* [PROMPT]: The lines from the top of the data down to the line with "const shape = rows" should be repeated exactly, both ends included.

* [Stored records]:
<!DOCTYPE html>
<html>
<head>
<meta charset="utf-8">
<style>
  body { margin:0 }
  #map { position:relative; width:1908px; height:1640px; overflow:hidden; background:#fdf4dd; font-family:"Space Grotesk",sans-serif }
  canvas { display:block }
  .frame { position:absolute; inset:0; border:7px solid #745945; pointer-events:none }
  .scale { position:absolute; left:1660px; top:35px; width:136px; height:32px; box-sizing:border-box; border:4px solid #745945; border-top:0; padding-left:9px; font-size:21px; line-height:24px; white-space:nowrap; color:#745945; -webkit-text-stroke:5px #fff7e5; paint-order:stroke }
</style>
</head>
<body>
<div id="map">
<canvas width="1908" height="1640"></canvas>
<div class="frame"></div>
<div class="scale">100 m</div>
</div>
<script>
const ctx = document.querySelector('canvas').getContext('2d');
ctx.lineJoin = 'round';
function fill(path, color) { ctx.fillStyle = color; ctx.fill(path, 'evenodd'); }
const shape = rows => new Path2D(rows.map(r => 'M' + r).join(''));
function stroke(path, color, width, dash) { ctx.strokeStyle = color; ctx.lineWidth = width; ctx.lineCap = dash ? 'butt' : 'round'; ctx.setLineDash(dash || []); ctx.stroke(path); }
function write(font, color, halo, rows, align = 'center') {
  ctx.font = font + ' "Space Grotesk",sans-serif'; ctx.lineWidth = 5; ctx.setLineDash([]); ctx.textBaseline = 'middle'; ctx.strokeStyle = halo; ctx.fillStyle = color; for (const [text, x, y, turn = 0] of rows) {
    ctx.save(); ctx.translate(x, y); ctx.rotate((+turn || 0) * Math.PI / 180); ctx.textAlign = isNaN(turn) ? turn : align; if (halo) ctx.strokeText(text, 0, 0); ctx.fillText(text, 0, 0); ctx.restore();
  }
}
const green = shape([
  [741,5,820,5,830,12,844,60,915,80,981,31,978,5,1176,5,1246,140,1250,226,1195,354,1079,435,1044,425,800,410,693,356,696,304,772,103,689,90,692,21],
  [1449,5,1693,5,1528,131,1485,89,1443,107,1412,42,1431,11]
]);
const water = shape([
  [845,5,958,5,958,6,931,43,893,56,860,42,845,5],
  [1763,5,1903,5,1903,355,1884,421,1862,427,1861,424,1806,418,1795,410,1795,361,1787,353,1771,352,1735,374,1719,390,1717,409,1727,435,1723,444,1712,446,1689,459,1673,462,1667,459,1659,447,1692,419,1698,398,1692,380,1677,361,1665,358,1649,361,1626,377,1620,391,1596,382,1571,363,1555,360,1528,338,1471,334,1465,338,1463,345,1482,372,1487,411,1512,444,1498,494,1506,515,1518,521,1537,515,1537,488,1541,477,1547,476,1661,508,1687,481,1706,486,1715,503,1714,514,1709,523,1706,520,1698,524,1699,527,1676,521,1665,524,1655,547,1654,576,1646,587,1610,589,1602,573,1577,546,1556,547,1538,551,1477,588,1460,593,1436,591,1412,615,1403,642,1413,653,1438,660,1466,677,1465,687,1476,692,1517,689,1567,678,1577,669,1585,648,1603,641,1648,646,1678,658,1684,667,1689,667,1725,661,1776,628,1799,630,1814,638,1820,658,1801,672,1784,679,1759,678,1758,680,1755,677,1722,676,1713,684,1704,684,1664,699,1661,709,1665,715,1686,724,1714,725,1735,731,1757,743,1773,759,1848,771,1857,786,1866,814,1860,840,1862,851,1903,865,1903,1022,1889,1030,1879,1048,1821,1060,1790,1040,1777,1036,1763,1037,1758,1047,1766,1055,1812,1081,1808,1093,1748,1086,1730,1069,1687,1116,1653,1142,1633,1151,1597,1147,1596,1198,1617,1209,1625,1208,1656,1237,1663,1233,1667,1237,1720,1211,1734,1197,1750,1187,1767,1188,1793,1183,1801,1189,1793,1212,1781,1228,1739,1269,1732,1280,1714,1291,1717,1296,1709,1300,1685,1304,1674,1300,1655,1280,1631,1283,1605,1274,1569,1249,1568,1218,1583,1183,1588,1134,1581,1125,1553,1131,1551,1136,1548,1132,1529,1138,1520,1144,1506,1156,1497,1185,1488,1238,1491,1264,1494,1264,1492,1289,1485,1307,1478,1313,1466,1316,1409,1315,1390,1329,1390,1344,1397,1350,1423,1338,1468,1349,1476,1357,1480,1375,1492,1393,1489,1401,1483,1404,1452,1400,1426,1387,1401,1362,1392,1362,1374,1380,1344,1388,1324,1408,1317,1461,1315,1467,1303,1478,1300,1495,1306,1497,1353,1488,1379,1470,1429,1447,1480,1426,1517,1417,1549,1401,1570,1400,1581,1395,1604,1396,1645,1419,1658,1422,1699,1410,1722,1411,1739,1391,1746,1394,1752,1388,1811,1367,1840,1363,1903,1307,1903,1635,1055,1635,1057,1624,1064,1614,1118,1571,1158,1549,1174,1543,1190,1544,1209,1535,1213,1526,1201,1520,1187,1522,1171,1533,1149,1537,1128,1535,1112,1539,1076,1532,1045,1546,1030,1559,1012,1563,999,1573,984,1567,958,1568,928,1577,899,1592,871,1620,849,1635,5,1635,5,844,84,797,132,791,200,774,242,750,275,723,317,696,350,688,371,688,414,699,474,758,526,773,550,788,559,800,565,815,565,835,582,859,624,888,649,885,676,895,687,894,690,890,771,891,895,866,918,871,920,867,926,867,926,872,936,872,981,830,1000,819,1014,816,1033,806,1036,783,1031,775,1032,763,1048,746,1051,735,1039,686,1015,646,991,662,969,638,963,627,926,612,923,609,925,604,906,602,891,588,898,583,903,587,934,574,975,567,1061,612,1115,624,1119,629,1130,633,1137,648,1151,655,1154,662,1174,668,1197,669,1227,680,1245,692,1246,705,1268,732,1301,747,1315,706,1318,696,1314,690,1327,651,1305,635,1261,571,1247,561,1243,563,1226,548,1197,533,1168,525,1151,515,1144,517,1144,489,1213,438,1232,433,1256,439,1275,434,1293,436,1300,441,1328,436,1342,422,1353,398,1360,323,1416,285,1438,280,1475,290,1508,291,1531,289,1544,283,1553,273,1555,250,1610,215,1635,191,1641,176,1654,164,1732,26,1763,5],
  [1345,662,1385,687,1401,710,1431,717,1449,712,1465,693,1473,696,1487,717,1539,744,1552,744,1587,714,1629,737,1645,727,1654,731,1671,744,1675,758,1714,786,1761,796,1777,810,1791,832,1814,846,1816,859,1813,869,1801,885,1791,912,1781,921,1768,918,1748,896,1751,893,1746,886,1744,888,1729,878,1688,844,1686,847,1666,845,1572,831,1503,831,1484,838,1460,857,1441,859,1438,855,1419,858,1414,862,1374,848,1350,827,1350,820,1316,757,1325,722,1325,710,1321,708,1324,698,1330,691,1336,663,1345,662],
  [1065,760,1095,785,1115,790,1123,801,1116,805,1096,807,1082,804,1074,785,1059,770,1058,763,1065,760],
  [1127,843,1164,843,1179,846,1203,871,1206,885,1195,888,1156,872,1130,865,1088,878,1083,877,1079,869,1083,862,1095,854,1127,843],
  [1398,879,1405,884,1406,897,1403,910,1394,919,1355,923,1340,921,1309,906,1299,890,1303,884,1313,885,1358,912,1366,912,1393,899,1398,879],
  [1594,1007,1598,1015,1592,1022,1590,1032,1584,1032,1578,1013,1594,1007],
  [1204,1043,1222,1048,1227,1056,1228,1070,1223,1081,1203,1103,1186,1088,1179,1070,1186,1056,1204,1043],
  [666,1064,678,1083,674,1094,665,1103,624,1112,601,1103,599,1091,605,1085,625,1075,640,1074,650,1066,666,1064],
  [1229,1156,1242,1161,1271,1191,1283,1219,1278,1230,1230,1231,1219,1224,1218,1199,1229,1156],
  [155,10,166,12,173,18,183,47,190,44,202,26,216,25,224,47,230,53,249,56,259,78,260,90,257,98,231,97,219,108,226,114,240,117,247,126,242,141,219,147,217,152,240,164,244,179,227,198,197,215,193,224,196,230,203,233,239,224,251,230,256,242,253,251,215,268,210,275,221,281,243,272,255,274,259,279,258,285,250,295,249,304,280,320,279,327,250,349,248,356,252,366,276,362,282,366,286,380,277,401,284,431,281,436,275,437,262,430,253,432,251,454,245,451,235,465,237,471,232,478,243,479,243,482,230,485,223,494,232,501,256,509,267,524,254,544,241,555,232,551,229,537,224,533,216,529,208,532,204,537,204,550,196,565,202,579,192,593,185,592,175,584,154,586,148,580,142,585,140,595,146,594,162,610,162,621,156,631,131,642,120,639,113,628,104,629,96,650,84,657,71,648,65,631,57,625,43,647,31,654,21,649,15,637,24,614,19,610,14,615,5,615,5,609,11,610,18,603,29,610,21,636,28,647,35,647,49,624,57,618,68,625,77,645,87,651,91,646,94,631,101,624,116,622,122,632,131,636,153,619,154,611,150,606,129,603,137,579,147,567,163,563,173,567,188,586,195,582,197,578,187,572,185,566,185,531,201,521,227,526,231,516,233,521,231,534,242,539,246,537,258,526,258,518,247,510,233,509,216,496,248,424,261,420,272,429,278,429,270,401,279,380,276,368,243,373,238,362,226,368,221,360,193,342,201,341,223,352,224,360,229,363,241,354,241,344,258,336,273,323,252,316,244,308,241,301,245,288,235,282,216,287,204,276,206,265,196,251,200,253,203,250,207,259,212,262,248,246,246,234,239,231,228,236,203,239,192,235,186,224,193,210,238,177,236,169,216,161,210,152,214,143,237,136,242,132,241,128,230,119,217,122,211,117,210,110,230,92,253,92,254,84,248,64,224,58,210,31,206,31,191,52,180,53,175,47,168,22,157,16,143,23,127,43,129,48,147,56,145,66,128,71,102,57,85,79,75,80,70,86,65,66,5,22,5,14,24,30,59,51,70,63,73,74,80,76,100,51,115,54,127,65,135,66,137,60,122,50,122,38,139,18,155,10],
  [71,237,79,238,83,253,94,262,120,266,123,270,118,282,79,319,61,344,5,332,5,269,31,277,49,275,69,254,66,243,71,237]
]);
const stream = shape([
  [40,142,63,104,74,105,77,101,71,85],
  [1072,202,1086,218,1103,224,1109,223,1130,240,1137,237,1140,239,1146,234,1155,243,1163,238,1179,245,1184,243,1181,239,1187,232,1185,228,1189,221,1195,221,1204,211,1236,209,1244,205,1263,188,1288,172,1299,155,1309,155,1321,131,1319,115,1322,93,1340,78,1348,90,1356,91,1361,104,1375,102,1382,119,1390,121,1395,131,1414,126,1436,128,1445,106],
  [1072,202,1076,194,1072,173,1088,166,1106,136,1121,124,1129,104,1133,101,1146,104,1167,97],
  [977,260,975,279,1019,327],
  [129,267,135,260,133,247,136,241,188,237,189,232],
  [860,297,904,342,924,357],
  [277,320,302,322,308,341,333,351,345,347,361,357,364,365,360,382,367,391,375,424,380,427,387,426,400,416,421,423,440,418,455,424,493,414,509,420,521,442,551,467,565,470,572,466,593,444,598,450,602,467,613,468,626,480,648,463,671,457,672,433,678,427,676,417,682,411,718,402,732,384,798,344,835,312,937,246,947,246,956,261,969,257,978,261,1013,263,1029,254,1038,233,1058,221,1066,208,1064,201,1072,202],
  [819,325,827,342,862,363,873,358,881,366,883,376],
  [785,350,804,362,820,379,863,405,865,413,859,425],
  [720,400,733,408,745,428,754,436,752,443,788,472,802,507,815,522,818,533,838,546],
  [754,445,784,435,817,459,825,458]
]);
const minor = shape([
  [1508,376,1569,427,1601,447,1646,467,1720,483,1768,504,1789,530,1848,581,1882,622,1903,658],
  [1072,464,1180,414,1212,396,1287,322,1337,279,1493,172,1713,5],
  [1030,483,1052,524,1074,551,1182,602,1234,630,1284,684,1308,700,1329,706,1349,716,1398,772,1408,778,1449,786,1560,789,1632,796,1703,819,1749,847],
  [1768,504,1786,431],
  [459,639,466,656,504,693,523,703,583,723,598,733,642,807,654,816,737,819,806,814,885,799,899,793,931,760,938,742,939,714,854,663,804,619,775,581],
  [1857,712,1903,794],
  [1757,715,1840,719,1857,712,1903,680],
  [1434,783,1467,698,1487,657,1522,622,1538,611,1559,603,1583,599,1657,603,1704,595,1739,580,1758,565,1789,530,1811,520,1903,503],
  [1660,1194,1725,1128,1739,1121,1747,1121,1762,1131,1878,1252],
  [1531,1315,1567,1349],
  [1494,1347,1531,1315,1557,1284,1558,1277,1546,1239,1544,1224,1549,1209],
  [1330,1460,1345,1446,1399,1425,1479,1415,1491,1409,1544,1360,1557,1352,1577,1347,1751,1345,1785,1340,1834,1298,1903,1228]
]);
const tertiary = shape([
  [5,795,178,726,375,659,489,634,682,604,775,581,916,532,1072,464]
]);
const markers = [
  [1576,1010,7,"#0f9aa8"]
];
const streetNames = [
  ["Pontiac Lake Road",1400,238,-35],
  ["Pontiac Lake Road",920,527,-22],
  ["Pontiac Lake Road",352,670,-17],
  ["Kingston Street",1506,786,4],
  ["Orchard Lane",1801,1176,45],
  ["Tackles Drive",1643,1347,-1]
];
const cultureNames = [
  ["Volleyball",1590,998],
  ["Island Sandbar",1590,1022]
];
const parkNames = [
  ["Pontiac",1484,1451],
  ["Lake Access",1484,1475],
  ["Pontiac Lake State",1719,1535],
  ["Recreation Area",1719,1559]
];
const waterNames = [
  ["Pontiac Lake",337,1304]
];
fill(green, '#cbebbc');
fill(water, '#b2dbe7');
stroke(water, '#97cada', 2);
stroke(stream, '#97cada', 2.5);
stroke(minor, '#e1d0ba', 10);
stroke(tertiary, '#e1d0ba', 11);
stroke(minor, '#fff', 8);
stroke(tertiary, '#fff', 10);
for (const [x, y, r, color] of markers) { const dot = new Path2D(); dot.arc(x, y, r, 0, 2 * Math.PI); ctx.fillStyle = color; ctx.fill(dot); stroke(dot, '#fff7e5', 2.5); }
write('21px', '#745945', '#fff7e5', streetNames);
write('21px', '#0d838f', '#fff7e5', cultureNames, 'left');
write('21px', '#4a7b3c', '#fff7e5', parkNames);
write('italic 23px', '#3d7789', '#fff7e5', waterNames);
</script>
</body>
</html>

* [WRITTEN SOLUTION]:
<!DOCTYPE html>
<html>
<head>
<meta charset="utf-8">
<style>
  body { margin:0 }
  #map { position:relative; width:1908px; height:1640px; overflow:hidden; background:#fdf4dd; font-family:"Space Grotesk",sans-serif }
  canvas { display:block }
  .frame { position:absolute; inset:0; border:7px solid #745945; pointer-events:none }
  .scale { position:absolute; left:1660px; top:35px; width:136px; height:32px; box-sizing:border-box; border:4px solid #745945; border-top:0; padding-left:9px; font-size:21px; line-height:24px; white-space:nowrap; color:#745945; -webkit-text-stroke:5px #fff7e5; paint-order:stroke }
</style>
</head>
<body>
<div id="map">
<canvas width="1908" height="1640"></canvas>
<div class="frame"></div>
<div class="scale">100 m</div>
</div>
<script>
const ctx = document.querySelector('canvas').getContext('2d');
ctx.lineJoin = 'round';
function fill(path, color) { ctx.fillStyle = color; ctx.fill(path, 'evenodd'); }
const shape = rows => new Path2D(rows.map(r => 'M' + r).join(''));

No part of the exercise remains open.